Plant-Based Diet Prevents Sleep Apnea, Study Says

Following a healthy, plant-based diet can significantly reduce the risk of developing sleep apnea, a new study has found.

Nearly one billion people suffer from obstructive sleep apnea (OSA) — the most common form of sleep apnea — worldwide, but new research has found that consuming a diet rich in healthy plant-based foods, including whole grains, fruits, vegetables, nuts, and legumes can act as an effective preventative measure.

The study, published in ERJ Open Research, used dietary data from 14,210 people who participated in the National Health and Nutrition Survey (NHANES), finding that those who ate the highest intake of plant-based foods had 19% lower odds of developing sleep apnea than those who had the lowest intake.


It also found the impact of this kind of diet to be more effective at reducing risks for men than for women — a factor the authors said points to a need for more personalized dietary interventions.

Sleep apnea is a disorder in which breathing repeatedly stops and starts while an individual sleeps, causing intense snoring that may include choking or snorting noises.
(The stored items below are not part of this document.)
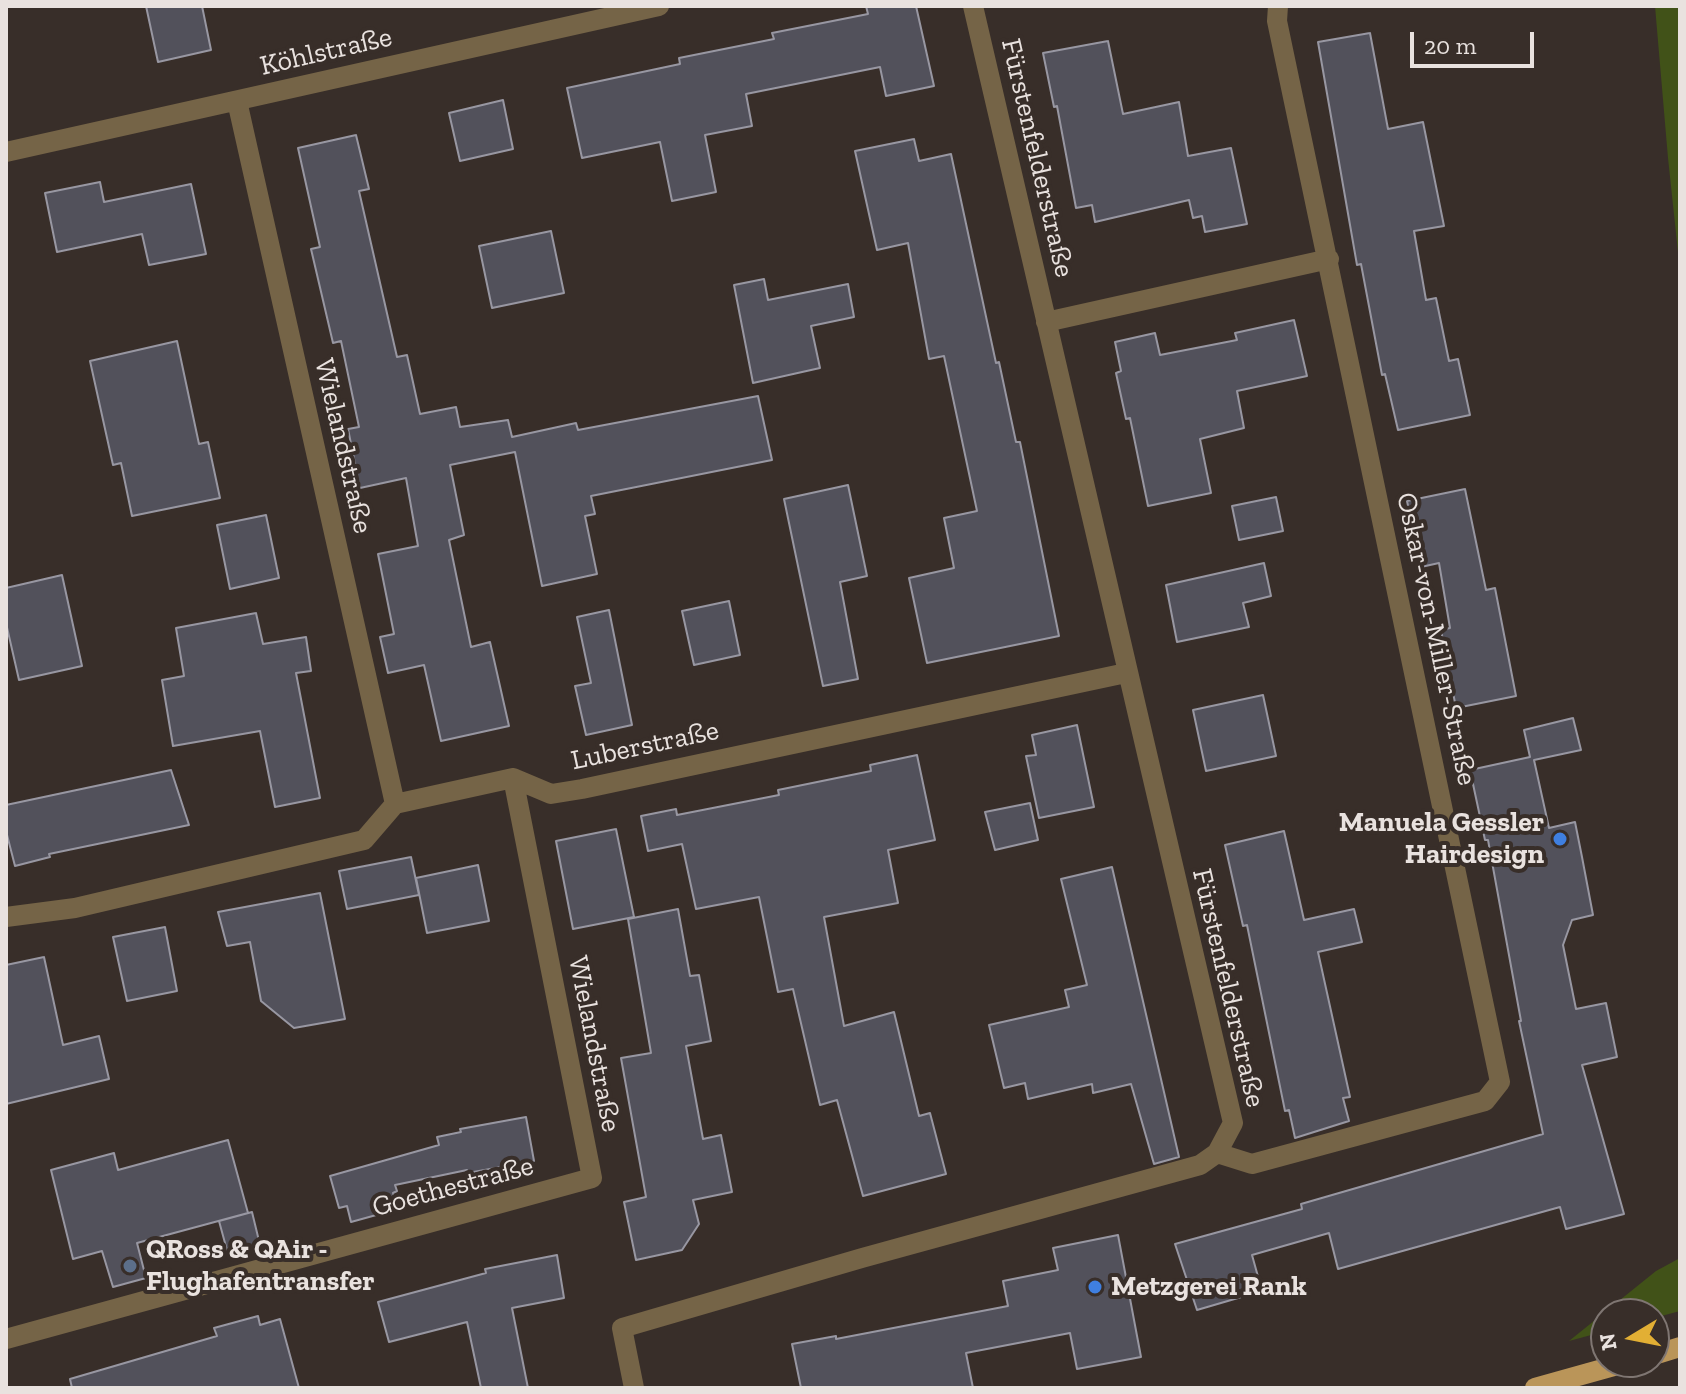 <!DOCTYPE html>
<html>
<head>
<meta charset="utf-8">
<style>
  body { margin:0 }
  #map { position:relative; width:1686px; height:1394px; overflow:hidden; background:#382e29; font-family:"Zilla Slab",serif }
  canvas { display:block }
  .frame { position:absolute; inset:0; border:8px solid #e9e2df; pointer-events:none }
  .north { position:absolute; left:1590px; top:1298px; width:80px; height:80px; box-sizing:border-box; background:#382e29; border:2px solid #7f7672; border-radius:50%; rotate:260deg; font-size:22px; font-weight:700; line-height:32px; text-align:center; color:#e9e2df }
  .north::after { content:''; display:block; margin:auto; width:28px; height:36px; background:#e2af34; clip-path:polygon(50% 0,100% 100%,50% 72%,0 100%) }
  .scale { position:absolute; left:1410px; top:32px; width:124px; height:36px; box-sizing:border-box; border:4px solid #e9e2df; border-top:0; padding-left:10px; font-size:24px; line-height:28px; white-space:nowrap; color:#e9e2df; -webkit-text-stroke:6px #382e29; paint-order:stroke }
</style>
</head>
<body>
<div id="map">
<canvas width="1686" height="1394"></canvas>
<div class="frame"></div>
<div class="north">N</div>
<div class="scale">20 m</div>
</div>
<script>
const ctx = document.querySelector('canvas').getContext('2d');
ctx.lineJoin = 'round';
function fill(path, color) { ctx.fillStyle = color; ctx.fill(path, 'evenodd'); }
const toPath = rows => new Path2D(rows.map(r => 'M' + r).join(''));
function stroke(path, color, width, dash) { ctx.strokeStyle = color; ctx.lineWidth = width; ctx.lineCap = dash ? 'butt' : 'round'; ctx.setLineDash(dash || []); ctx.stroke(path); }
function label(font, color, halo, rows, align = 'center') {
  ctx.font = font + ' "Zilla Slab",serif'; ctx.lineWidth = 8; ctx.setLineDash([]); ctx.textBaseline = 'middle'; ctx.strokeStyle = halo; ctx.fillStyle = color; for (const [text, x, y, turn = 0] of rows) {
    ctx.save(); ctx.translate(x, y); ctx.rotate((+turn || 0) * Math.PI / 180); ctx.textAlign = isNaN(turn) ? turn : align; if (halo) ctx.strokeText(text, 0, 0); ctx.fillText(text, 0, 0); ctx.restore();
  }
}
fill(toPath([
  [1655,6,1680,6,1680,271,1668,158],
  [1680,1258,1680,1311,1654,1318,1654,1314,1606,1314,1606,1331,1569,1341,1656,1271]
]), '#415218');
const building = toPath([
  [146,6,202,6,211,50,158,62,146,6],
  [866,6,916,6,934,86,886,96,880,67,746,94,752,126,705,135,716,192,672,201,660,142,582,158,567,88,680,64,679,58,774,39,772,33,868,14,866,6],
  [1370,33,1388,129,1423,122,1444,226,1414,231,1426,300,1436,298,1449,361,1458,359,1470,415,1398,430,1385,374,1382,375,1361,264,1357,265,1318,42,1370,33],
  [1108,41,1123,114,1179,102,1188,156,1231,148,1247,224,1205,232,1202,216,1193,218,1189,200,1095,222,1092,205,1076,208,1057,106,1054,107,1043,53,1108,41],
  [503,100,513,149,460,161,449,113,503,100],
  [356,135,369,189,359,191,397,357,407,355,420,414,456,407,460,427,508,420,512,437,576,423,578,430,758,396,772,460,591,496,595,514,585,516,597,574,542,586,515,452,450,465,464,535,449,540,471,647,490,642,509,726,441,741,424,665,388,673,380,637,394,634,378,554,418,546,406,478,360,488,348,429,359,427,341,341,333,343,311,249,320,247,298,148,356,135],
  [914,139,919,161,951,154,996,363,999,362,1016,442,1020,442,1059,636,927,663,909,578,954,568,944,518,977,511,944,356,929,359,908,243,877,250,855,151,914,139],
  [100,182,104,202,191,184,206,254,149,265,142,234,57,252,45,193,100,182],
  [551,231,564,293,492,308,479,246,551,231],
  [764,279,768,300,848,284,854,317,811,326,820,368,753,383,734,285,764,279],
  [1294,320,1307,376,1237,391,1244,428,1200,439,1211,493,1148,506,1130,418,1126,419,1116,373,1121,371,1115,342,1155,333,1160,355,1237,340,1235,333,1294,320],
  [177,341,199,444,208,442,220,498,132,516,121,463,113,465,90,361,177,341],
  [848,485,867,576,840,582,858,679,823,686,784,499,848,485],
  [1465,489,1486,590,1495,588,1516,696,1456,708,1441,630,1450,628,1439,563,1421,567,1407,501,1465,489],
  [1276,497,1283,531,1239,540,1232,506,1276,497],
  [266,515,279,578,230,589,217,525,266,515],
  [1264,563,1271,596,1243,603,1249,627,1177,642,1166,585,1264,563],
  [62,575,82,666,19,680,6,623,6,588,62,575],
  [729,601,740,655,694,665,682,611,729,601],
  [609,610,632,725,586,735,575,686,591,683,577,617,609,610],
  [256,613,263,644,306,637,311,671,296,673,320,798,275,807,260,731,173,746,162,680,184,676,176,628,256,613],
  [1263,695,1276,756,1206,771,1193,710,1263,695],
  [1573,718,1581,750,1534,760,1549,828,1575,822,1582,857,1593,915,1572,920,1563,945,1576,1009,1606,1003,1617,1057,1582,1065,1624,1214,1566,1229,1560,1207,1338,1269,1329,1233,1252,1255,1262,1291,1197,1310,1175,1244,1302,1209,1301,1204,1543,1134,1519,1021,1521,1021,1488,840,1485,840,1470,770,1530,757,1524,730,1573,718],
  [1077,725,1094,807,1039,818,1026,756,1036,755,1032,735,1077,725],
  [917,755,935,840,888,850,898,903,824,917,844,1026,894,1012,919,1116,930,1113,946,1174,863,1196,837,1100,820,1105,793,989,778,992,759,897,696,909,682,844,648,851,641,816,676,809,677,815,779,795,778,790,871,771,870,765,917,755],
  [171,770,189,825,49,854,50,857,15,866,6,831,6,805,171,770],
  [1030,803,1038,840,995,850,985,812,1030,803],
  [616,829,634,917,573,929,556,841,616,829],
  [1284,831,1304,920,1354,909,1362,942,1318,952,1350,1097,1343,1098,1349,1121,1295,1138,1289,1110,1285,1111,1247,925,1243,926,1225,845,1284,831],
  [411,857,419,895,347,909,339,871,411,857],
  [478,865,489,921,427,933,416,878,478,865],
  [1112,867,1179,1157,1154,1164,1131,1084,1093,1093,1092,1084,1028,1099,1025,1083,1004,1088,989,1025,1069,1007,1065,990,1087,985,1061,879,1112,867],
  [320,893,345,1019,294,1028,261,1001,250,942,227,946,218,912,320,893],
  [678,909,690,976,699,975,711,1041,686,1046,703,1139,721,1135,732,1192,693,1200,699,1224,682,1250,636,1260,624,1202,646,1197,621,1058,651,1053,628,919,678,909],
  [165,927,177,991,127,1001,113,937,165,927],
  [44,957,63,1045,99,1036,109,1079,6,1104,6,965,44,957],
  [526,1117,534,1161,468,1173,467,1170,395,1185,397,1191,393,1193,398,1209,351,1222,347,1206,339,1208,330,1176,439,1145,437,1137,461,1132,460,1129,526,1117],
  [228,1140,248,1213,137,1243,146,1278,113,1287,102,1251,73,1259,51,1170,114,1153,118,1170,228,1140],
  [252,1212,260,1245,228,1254,219,1221,252,1212],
  [1118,1235,1141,1357,1077,1369,1070,1333,966,1353,973,1388,801,1388,792,1344,836,1336,836,1339,1008,1306,1003,1281,1058,1270,1053,1248,1118,1235],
  [557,1255,564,1298,512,1308,528,1388,481,1388,467,1322,389,1342,378,1302,486,1273,485,1269,557,1255],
  [258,1316,260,1325,280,1319,299,1388,72,1388,70,1379,217,1336,214,1328,258,1316]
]);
fill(building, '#52515b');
stroke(building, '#9897a2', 2);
stroke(toPath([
  [237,101,395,804],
  [6,152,659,6],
  [1046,322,1329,259],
  [6,917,75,908,364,840,395,804,513,778,551,794,582,789,1126,673],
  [1217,1153,1252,1164,1485,1101,1500,1082,1277,21,1278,6],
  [6,1339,592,1178,513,778],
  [634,1388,622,1328,862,1258,1200,1165,1217,1153,1233,1123,973,6]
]), '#756447', 20);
stroke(toPath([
  [1654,1355,1680,1347],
  [1535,1388,1628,1362]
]), '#ba9559', 20);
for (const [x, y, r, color] of [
  [1560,839,8,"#3f7fe0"],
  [130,1266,8,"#5c6f8a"],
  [1095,1287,8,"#3f7fe0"]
]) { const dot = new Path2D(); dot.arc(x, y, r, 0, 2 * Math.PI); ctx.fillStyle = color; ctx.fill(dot); stroke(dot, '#382e29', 3); }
label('28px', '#e9e2df', '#382e29', [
  ["Köhlstraße",326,52,-13],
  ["Fürstenfelderstraße",1037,158,77],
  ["Wielandstraße",343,446,77],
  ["Oskar-von-Miller-Straße",1436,639,78],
  ["Luberstraße",645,746,-12],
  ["Fürstenfelderstraße",1228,988,77],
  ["Wielandstraße",594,1044,79],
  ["Goethestraße",453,1187,-15]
]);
label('bold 28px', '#e9e2df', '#382e29', [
  ["Manuela Gessler",1544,823,"right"],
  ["Hairdesign",1544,855,"right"],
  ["QRoss & QAir -",146,1250],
  ["Flughafentransfer",146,1282],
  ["Metzgerei Rank",1111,1287]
], 'left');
</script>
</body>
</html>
The condition is known to triple the risk of cardiometabolic diseases such as cardiovascular disease and diabetes, as well as cardiac mortality.

Many people with OSA use continuous positive airway pressure (CPAP) therapy, which consists of a hose connected to a mask or nosepiece that delivers steady air pressure while the person sleeps.

The main risk factor for OSA is obesity, as well as having a large neck circumference, smoking, drinking, and sleeping on one’s back. Treatment to reduce the severity of the condition typically includes lifestyle modifications such as weight loss through exercise and diet.

“Most dietary intervention studies focused on OSA have emphasized weight reduction via caloric restriction and specific dietary elements, rather than holistic dietary patterns,” the study authors wrote.

Study participants reported everything they ate over the course of 24 hours, and researchers then separated the responses into healthy plant-based diets (whole grains, fruits, vegetables, nuts, legumes, tea, and coffee), unhealthy plant-based diets (refined grains, potatoes, sugar-sweetened drinks, sweets, desserts, and salty foods), and animal foods (animal fat, dairy, eggs, fish or seafood, meat, miscellaneous animal foods).

Respondents also answered questions to determine their likelihood of experiencing OSA.

The researchers not only determined that the risk of OSA was roughly one fifth less for those eating the most plant-focused diets, but that individuals consuming a mostly vegetarian diet also faced a reduced risk. Individuals who consumed high amounts of foods in the unhealthy plant-based category, however, faced a 22% increased risk than those who didn’t eat as much of these foods.


While they were not able to determine precisely why a healthy plant-based diet has this impact on OSA risk, the authors suggest it could be attributed to reduced inflammation and a lower risk of obesity.

Healthy, plant-based diets feature many anti-inflammatory components, such as high levels of antioxidant nutrients like vitamins C and E, high levels of B vitamins, and low levels of detrimental dietary factors such as nitrates and nitrites.

“The evidence presented in this study highlights the significant influence of plant-based diets on OSA risk, with particular emphasis on the protective role of diets like the healthy plant-based diet,” the authors wrote. “Such findings prompt consideration for re-evaluation of dietary recommendations, to a shift towards emphasizing healthy plant-based diets that are rich in anti-inflammatory components and antioxidant nutrients and low in harmful dietary factors.”